Search code examples
pythonpython-3.xdecodingutf8-decodebytestream

Problems with decoding bytes into string or ASCII in python 3


I'm having a problem decoding received bytes with python 3. I'm controlling an arduino via a serial connection and read it with the following code:

import serial
arduino = serial.Serial('/dev/ttyACM0', baudrate=9600, timeout=20)
print(arduino.isOpen())
myData = arduino.readline()
print(myData)

The outcome I get looks like b'\xe1\x02\xc1\x032\x82\x83\x10\x83\xb2\x80\xb0\x92\x0b\xa0' or b'\xe1\x02"\xe1\x00\x83\x92\x810\x82\xb2\x82\x91\xb2\n' and tried to decode it the usual way via myData.decode('utf-8') and I get the error UnicodeDecodeError: 'utf-8' codec can't decode byte 0xb2 in position 1: invalid start byte. I tried other decodings (ASCII, cp437, hex, utf-16), but always face the same error.

Do you have any suggestions, how I can decode the received bytes or which decoding the arduino requires? I already tried to decode it piece by piece using a for loop, but I always face the same error message.

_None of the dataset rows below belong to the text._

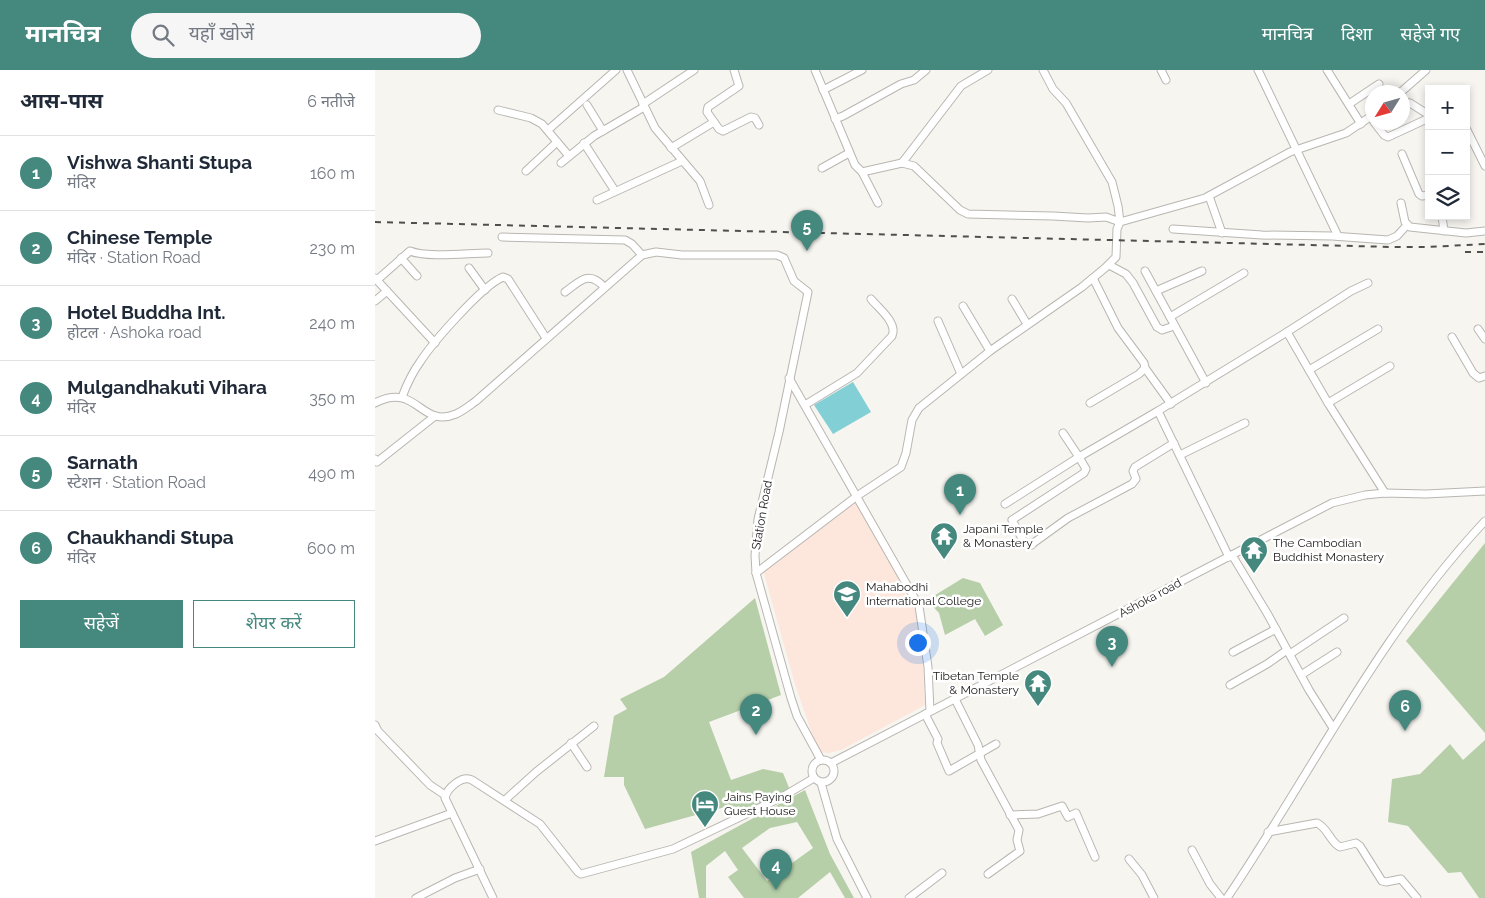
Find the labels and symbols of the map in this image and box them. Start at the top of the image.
north arrow [1365,85,1410,130]
pin: 5 [791,210,823,251]
pin: 1 [944,474,976,515]
street label: Station Road [749,479,775,551]
temple icon: Japani Temple & Monastery [929,521,959,560]
place label: Japani Temple & Monastery [963,522,1043,550]
temple icon: The Cambodian Buddhist Monastery [1239,535,1269,574]
place label: The Cambodian Buddhist Monastery [1273,536,1385,564]
street label: Ashoka road [1116,576,1184,620]
school or university icon: Mahabodhi International College [832,579,862,618]
place label: Mahabodhi International College [866,580,981,608]
pin: 3 [1096,626,1128,667]
your location [905,630,931,656]
temple icon: Tibetan Temple & Monastery [1023,668,1053,707]
place label: Tibetan Temple & Monastery [933,669,1019,697]
pin: 6 [1389,690,1421,731]
pin: 2 [740,694,772,735]
hotel icon: Jains Paying Guest House [690,789,720,828]
place label: Jains Paying Guest House [724,790,796,818]
pin: 4 [760,849,792,890]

And is there a general way to avoid decoding problems or to find out, which decoding I have to use?

Thanks in advance.


Solution

  • As @jsbueno said in the comments this is not a decoding problem, it is probably because the byte data being received is actually binary data. I had a very similar problem when reading binary data (bytes) from a file.

    There are 2 options to use here, the first one being the struct module:

    import struct
    a = open("somedata.img", "rb")
    b = a.read(2)  
    file_size, = struct.unpack("i",a.read(4))
    

    writing the code this way produces a tuple, so to get an integer, just use struct.unpack('i', a.read(4))[0]

    Another way which I used if you want to store the data in a numpy array is:

    import numpy as np
    
    f = open("somefile.img", "r")
    a = np.fromfile(f, dtype=np.uint32)